Saved data entries
*** Block opens ***

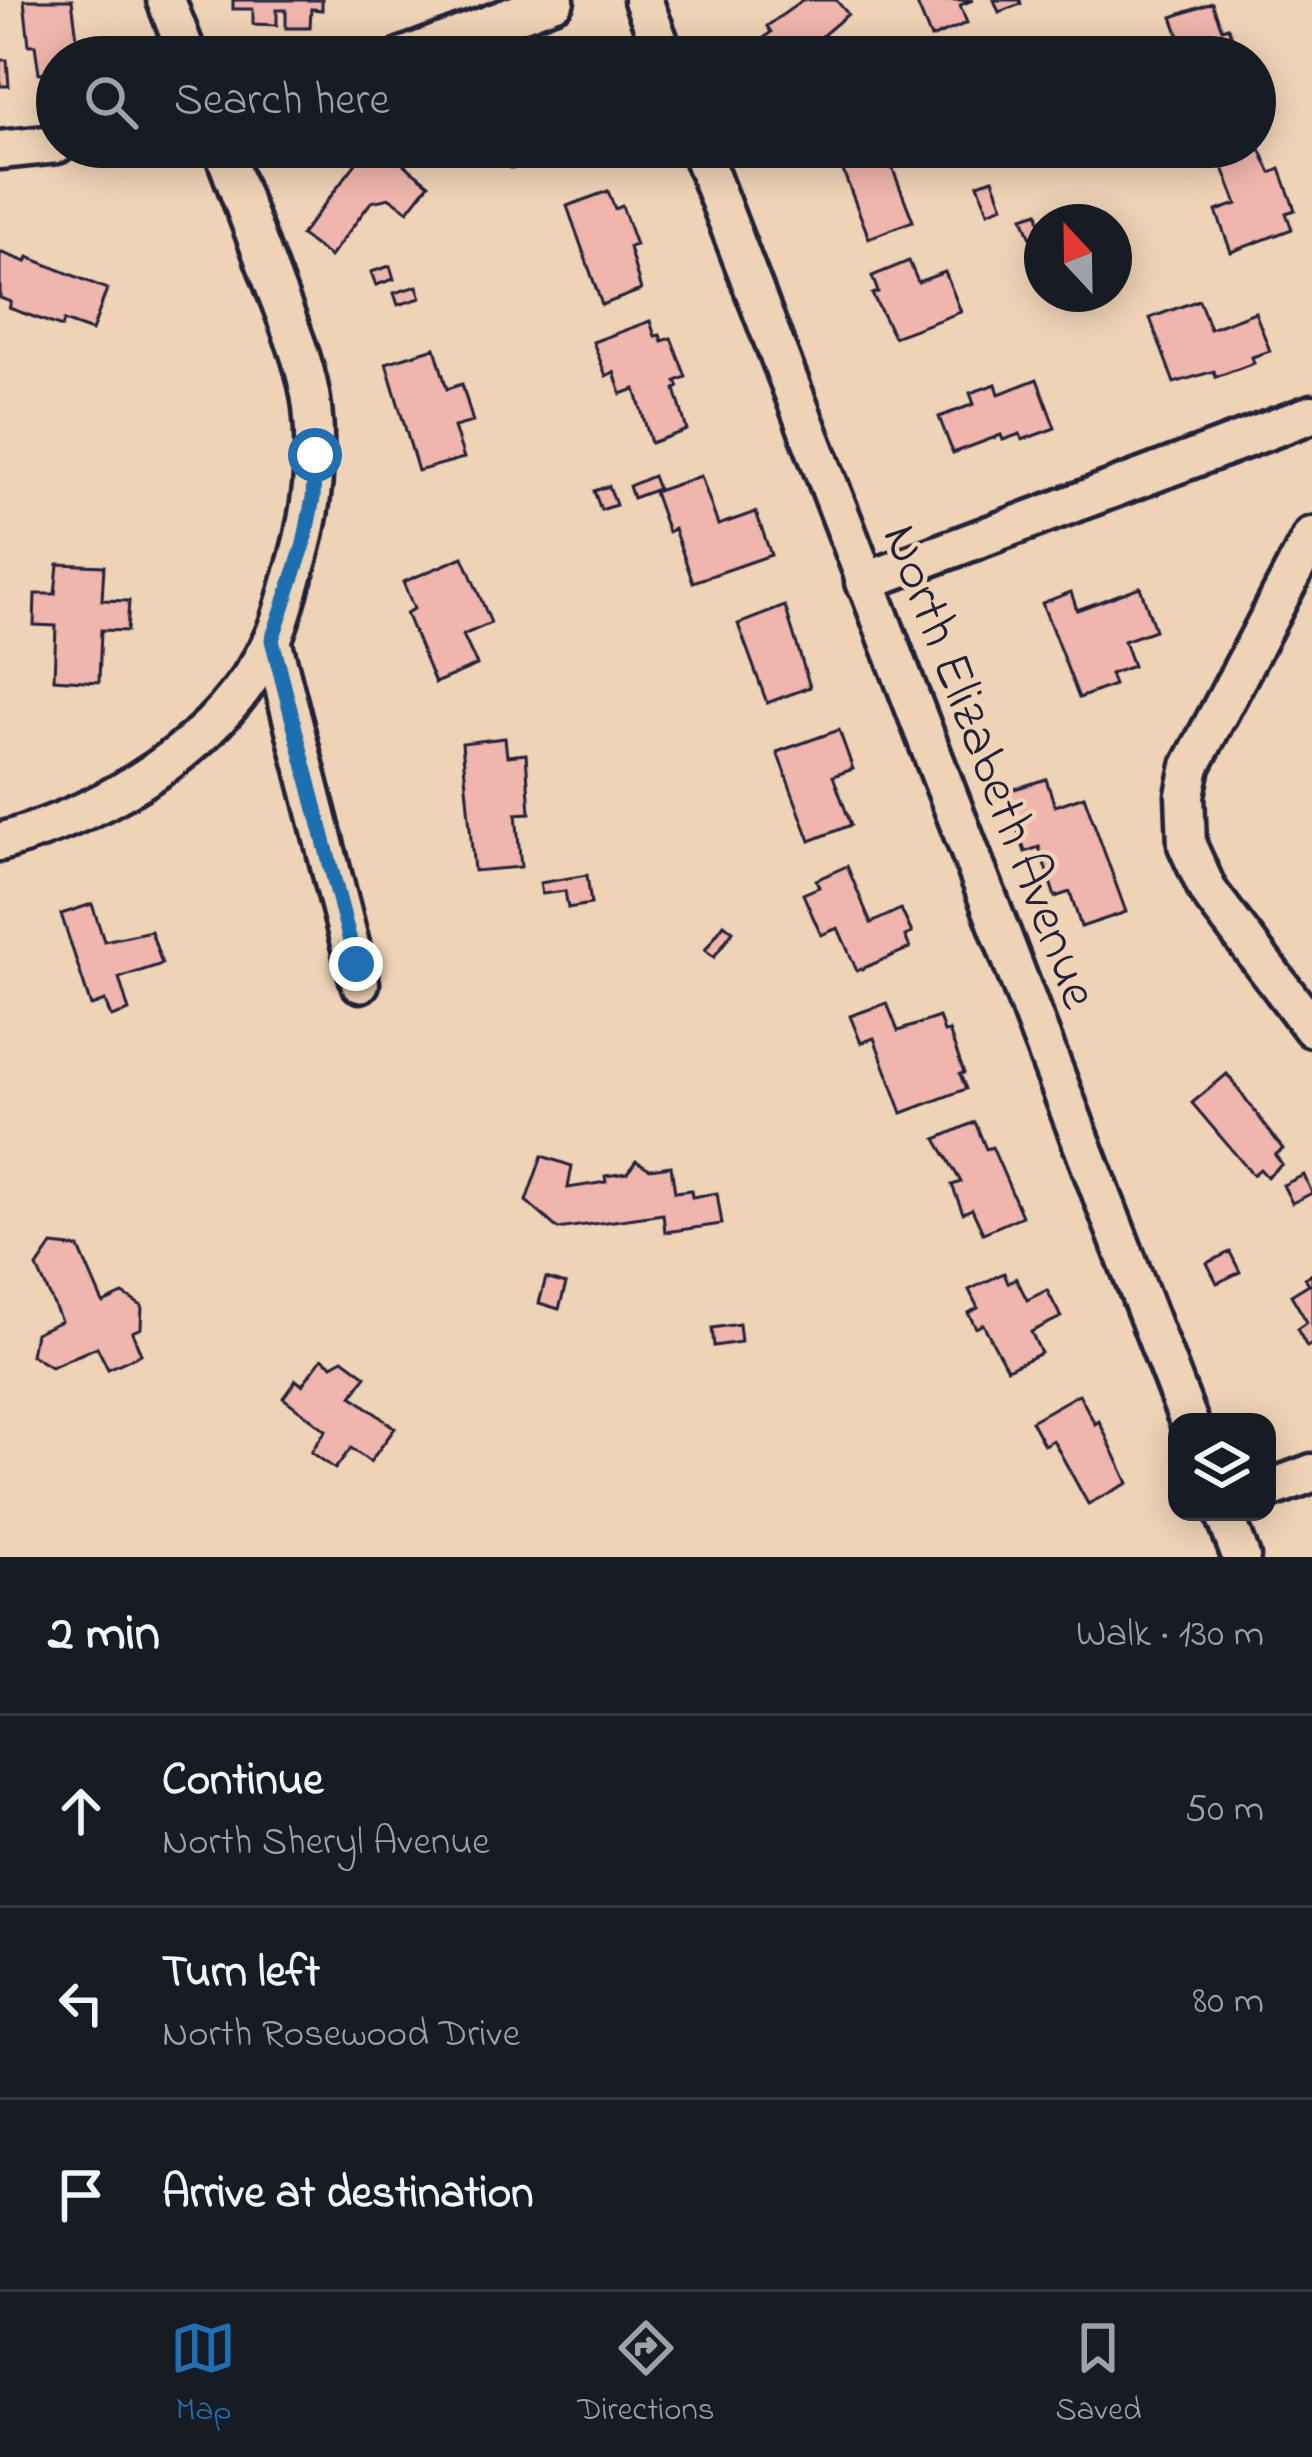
<!DOCTYPE html>
<meta charset="utf-8">
<style>
:root{--surface:#171b24;--page:#242831;--text:#f1f3f6;--muted:#9ea1a6;--line:#363941;--accent:#1f6fb2}
body{margin:0;font-family:"Indie Flower",sans-serif;background:var(--page);color:var(--text)}
.controls{position:absolute;right:36px;bottom:36px;display:grid;overflow:hidden;border-radius:24px;box-shadow:0 6px 30px #0003}
.controls button{width:108px;height:108px;display:grid;place-items:center;padding:0;border:0;border-bottom:3px solid var(--line);background:var(--surface);color:var(--text);font:60px sans-serif}
.compass{position:absolute;left:1024px;top:204px;width:108px;height:108px;border-radius:50%;background:var(--surface);box-shadow:0 6px 30px #0003;rotate:338deg}
.stop{position:absolute;width:36px;height:36px;margin:-27px;border:9px solid #1f6fb2;border-radius:50%;background:#fff}
.stop.end{background:#1f6fb2;border-color:#fff;box-shadow:0 3px 12px #0008}
.list{margin:0;padding:0;list-style:none}
h2{display:flex;justify-content:space-between;align-items:center;height:156px;margin:0;padding:0 48px;font-size:51px}
h2 small{font-size:39px;font-weight:400;color:var(--muted)}
.list li{display:grid;grid-template-columns:78px 1fr auto;gap:36px;align-items:center;box-sizing:border-box;height:192px;padding:0 48px;border-top:3px solid var(--line)}
.list b{display:block;font-size:45px;white-space:nowrap}
.list p{margin:0;font-size:39px;white-space:nowrap;color:var(--muted)}
.list em{font-size:39px;font-style:normal;color:var(--muted)}
.icon{flex:none;width:66px;height:66px;fill:none;stroke:currentColor;stroke-width:2;stroke-linecap:round;stroke-linejoin:round}
.map{position:relative;flex:none;width:1312px;height:1557px;overflow:hidden}
.search{position:absolute;background:var(--surface);box-shadow:0 6px 30px #0003;left:36px;right:36px;top:36px;height:132px;display:flex;align-items:center;gap:30px;box-sizing:border-box;padding:0 42px;border-radius:66px;color:var(--muted);font-size:45px}
.sheet{height:732px;background:var(--surface)}
nav{display:flex;justify-content:space-around;align-items:center;box-sizing:border-box;height:168px;border-top:3px solid var(--line);background:var(--surface);font-size:33px;color:var(--muted)}
nav a{display:grid;justify-items:center;gap:6px}
nav .on{color:var(--accent)}
.map>svg:first-child{display:block}
</style>
<div class="map">
<svg width="1312" height="1557" viewBox="0 0 1312 1557">
<rect width="100%" height="100%" fill="#efd3b6"/>
<filter id="ink" filterUnits="userSpaceOnUse"><feTurbulence type="fractalNoise" baseFrequency=".00833" numOctaves="2"/><feDisplacementMap in="SourceGraphic" scale="24" xChannelSelector="R" yChannelSelector="G"/><feConvolveMatrix kernelMatrix="1 2 1 2 8 2 1 2 1" color-interpolation-filters="sRGB"/></filter>
<g filter="url(#ink)">
<!-- building -->
<g fill="#f0b5ac" stroke="#22223b" stroke-width="3">
<polygon points="24,0 72,0 78,46 71,47 72,57 57,57 57,71 39,73 35,45 29,45"/>
<polygon points="233,0 322,0 322,10 311,9 310,28 286,28 286,10 277,10 277,25 253,24 253,9 233,9"/>
<polygon points="803,0 836,0 848,14 823,35 828,40 808,57 754,57 749,51 771,32 767,26"/>
<polygon points="928,0 973,0 960,5 967,23 931,38 917,4"/>
<polygon points="994,0 1020,0 1021,4 999,12"/>
<polygon points="1212,3 1222,29 1228,27 1239,57 1187,57 1172,17"/>
<polygon points="0,60 7,60 9,86 0,86"/>
<polygon points="1255,138 1271,173 1280,169 1295,210 1286,213 1292,229 1231,252 1216,211 1237,204 1215,147 1255,147"/>
<polygon points="503,147 576,147 578,162 510,168"/>
<polygon points="843,147 911,147 915,158 892,167 913,221 869,238 835,150"/>
<polygon points="385,150 429,184 408,211 390,198 371,202 330,257 301,235 363,154"/>
<polygon points="993,179 1003,206 988,212 978,184"/>
<polygon points="608,191 615,209 622,206 636,245 629,247 641,290 602,305 567,206"/>
<polygon points="1038,212 1042,235 1031,239 1023,217"/>
<polygon points="0,252 26,262 28,257 107,289 92,331 64,321 62,327 9,308 11,302 0,298"/>
<polygon points="909,261 918,282 945,272 961,312 894,337 872,294 878,292 872,276"/>
<polygon points="390,266 394,279 376,285 371,272"/>
<polygon points="417,286 421,298 398,305 394,293"/>
<polygon points="1199,300 1210,329 1255,312 1270,351 1252,357 1254,363 1216,377 1214,371 1174,383 1150,318"/>
<polygon points="650,321 655,336 660,335 662,341 671,338 686,377 676,381 679,387 675,389 687,430 651,443 635,389 621,394 614,372 606,376 593,342"/>
<polygon points="435,348 447,389 462,384 473,422 454,427 464,458 418,471 386,363"/>
<polygon points="1037,379 1055,428 1022,440 1020,434 1003,440 1001,435 953,453 939,417 974,404 970,393 996,384 999,394"/>
<polygon points="653,476 658,489 633,498 629,486"/>
<polygon points="701,476 718,525 756,512 771,555 693,582 674,529 668,532 654,492"/>
<polygon points="609,486 616,505 601,510 594,491"/>
<polygon points="463,557 491,623 463,635 477,665 435,683 406,613 414,609 403,582"/>
<polygon points="58,564 104,566 102,600 129,601 127,631 101,630 99,682 54,679 56,626 34,625 35,594 55,594"/>
<polygon points="1140,587 1155,630 1124,641 1133,666 1110,674 1114,685 1079,698 1042,603 1071,592 1077,610"/>
<polygon points="785,606 810,687 767,703 738,624"/>
<polygon points="839,730 853,769 833,776 851,825 810,841 777,752"/>
<polygon points="505,738 507,756 526,754 530,813 516,814 521,867 474,871 462,743"/>
<polygon points="1046,779 1055,806 1084,796 1126,912 1081,927 1070,892 1055,897 1039,847 1025,852 1005,792"/>
<polygon points="847,866 871,923 901,909 912,933 905,936 910,948 857,971 838,928 821,935 803,894 819,887 816,880"/>
<polygon points="587,875 591,904 568,908 565,891 542,894 540,883"/>
<polygon points="92,904 104,941 151,931 162,964 119,978 129,1011 111,1017 105,1001 91,1006 61,914"/>
<polygon points="724,924 733,931 714,957 705,950"/>
<polygon points="887,1003 898,1031 939,1017 944,1032 949,1031 964,1073 960,1074 966,1089 902,1113 874,1038 861,1043 850,1016"/>
<polygon points="1227,1074 1283,1149 1275,1155 1282,1164 1267,1177 1260,1169 1253,1175 1192,1103"/>
<polygon points="975,1122 986,1149 992,1147 1022,1216 983,1233 972,1209 963,1213 952,1185 961,1182 936,1139"/>
<polygon points="542,1156 572,1166 568,1188 606,1182 605,1176 627,1173 636,1161 650,1169 671,1166 675,1192 691,1190 692,1197 717,1193 722,1224 665,1232 663,1214 558,1229 526,1201"/>
<polygon points="1304,1175 1312,1193 1292,1203 1283,1185"/>
<polygon points="52,1245 79,1248 103,1303 123,1294 142,1306 141,1328 132,1332 141,1354 108,1369 97,1347 51,1367 31,1355 35,1333 61,1321 37,1267"/>
<polygon points="1230,1252 1240,1272 1217,1283 1207,1263"/>
<polygon points="1004,1273 1008,1283 1016,1278 1027,1300 1047,1290 1061,1317 1031,1332 1041,1353 1007,1369 983,1324 976,1328 968,1313 978,1308 969,1290"/>
<polygon points="1312,1273 1312,1344 1307,1347 1297,1329 1307,1322 1291,1295 1309,1284 1305,1278"/>
<polygon points="546,1278 566,1284 559,1309 539,1303"/>
<polygon points="739,1324 741,1342 714,1346 712,1328"/>
<polygon points="322,1358 332,1365 343,1359 366,1376 352,1396 395,1428 370,1462 351,1448 335,1469 311,1452 326,1430 283,1398 296,1380 302,1385"/>
<polygon points="1079,1394 1095,1424 1099,1421 1128,1483 1088,1504 1053,1440 1044,1445 1031,1421"/>
</g>
<g fill="none" stroke-linecap="round" stroke-linejoin="round">
<defs>
<g id="minor">
<polyline points="166,0 188,57"/>
<polyline points="643,0 665,57"/>
<polyline points="402,57 555,0"/>
<polyline points="699,147 1189,1422"/>
<polyline points="0,150 57,144"/>
<polyline points="1312,536 1191,766 1185,795 1187,845 1208,891 1312,1028"/>
<polyline points="864,582 1312,414"/>
<polyline points="272,640 360,983"/>
<path d="M0 842C109 811 221 746 272 640 281 621 286 599 292 579 310 523 319 466 312 407 307 367 291 330 277 293 259 244 240 196 222 147"/>
<polyline points="1267,1490 1312,1473"/>
<polyline points="1224,1512 1241,1557"/>
</g>
</defs>
<!-- minor casing -->
<use href="#minor" stroke="#22223b" stroke-width="45"/>
<!-- minor -->
<use href="#minor" stroke="#efd3b6" stroke-width="36"/>
</g>
</g>
<g fill="none" stroke-linecap="round" stroke-linejoin="round" filter="url(#ink)">
<!-- route -->
<polyline stroke="#1f6fb2" stroke-width="15" points="315,455 313,498 304,544 272,640 356,964"/>
</g>
<g text-anchor="middle" stroke-width="9" stroke-linejoin="round" paint-order="stroke">
<!-- street labels -->
<g font-size="54" fill="#22223b" stroke="#efd3b6">
<text transform="translate(993 765) rotate(69)" y="19">North Elizabeth Avenue</text>
</g>
</g>
</svg>
<div class="controls">
<button><svg class="icon" aria-label="layers" viewBox="0 0 24 24"><path d="M12 4l9 5-9 5-9-5zM3 14l9 5 9-5"/></svg></button>
</div>
<svg class="compass" viewBox="-18 -18 36 36"><path d="M0-13l5 13h-10z" fill="#e53935"/><path d="M0 13l5-13h-10z" fill="#9ea1a6"/></svg>
<div class="stop" style="left:315px;top:455px"></div>
<div class="stop end" style="left:356px;top:964px"></div>
<div class="search"><svg class="icon" aria-label="search" viewBox="0 0 24 24"><circle cx="10" cy="10" r="6"/><path d="M15 15l6 6"/></svg>Search here</div>
</div>
<section class="sheet">
<h2>2 min<small>Walk · 130 m</small></h2>
<ul class="list">
<li><svg class="icon" aria-label="ahead" viewBox="0 0 24 24"><path d="M12 20V5M6 11l6-6 6 6"/></svg><div><b>Continue</b><p>North Sheryl Avenue</p></div><em>50 m</em></li>
<li><svg class="icon" aria-label="left" viewBox="0 0 24 24"><path d="M17 20v-9H6M10 6l-5 5 5 5"/></svg><div><b>Turn left</b><p>North Rosewood Drive</p></div><em>80 m</em></li>
<li><svg class="icon" aria-label="arrive" viewBox="0 0 24 24"><path d="M6 21V4h12l-3 4 3 4H6"/></svg><div><b>Arrive at destination</b></div></li>
</ul>
</section>
<nav>
<a class="on"><svg class="icon" aria-label="map" viewBox="0 0 24 24"><path d="M3 6l6-2 6 2 6-2v14l-6 2-6-2-6 2zM9 4v14M15 6v14"/></svg>Map</a>
<a><svg class="icon" aria-label="directions" viewBox="0 0 24 24"><path d="M12 3l9 9-9 9-9-9zM9 14v-3h6M13 9l2 2-2 2"/></svg>Directions</a>
<a><svg class="icon" aria-label="saved" viewBox="0 0 24 24"><path d="M7 4h10v16l-5-4-5 4z"/></svg>Saved</a>
</nav>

*** Block closes ***

**BRIEF**.
Reproduce all lines from the records above that include the word "accent".

**SOLUTION**.
:root{--surface:#171b24;--page:#242831;--text:#f1f3f6;--muted:#9ea1a6;--line:#363941;--accent:#1f6fb2}
nav .on{color:var(--accent)}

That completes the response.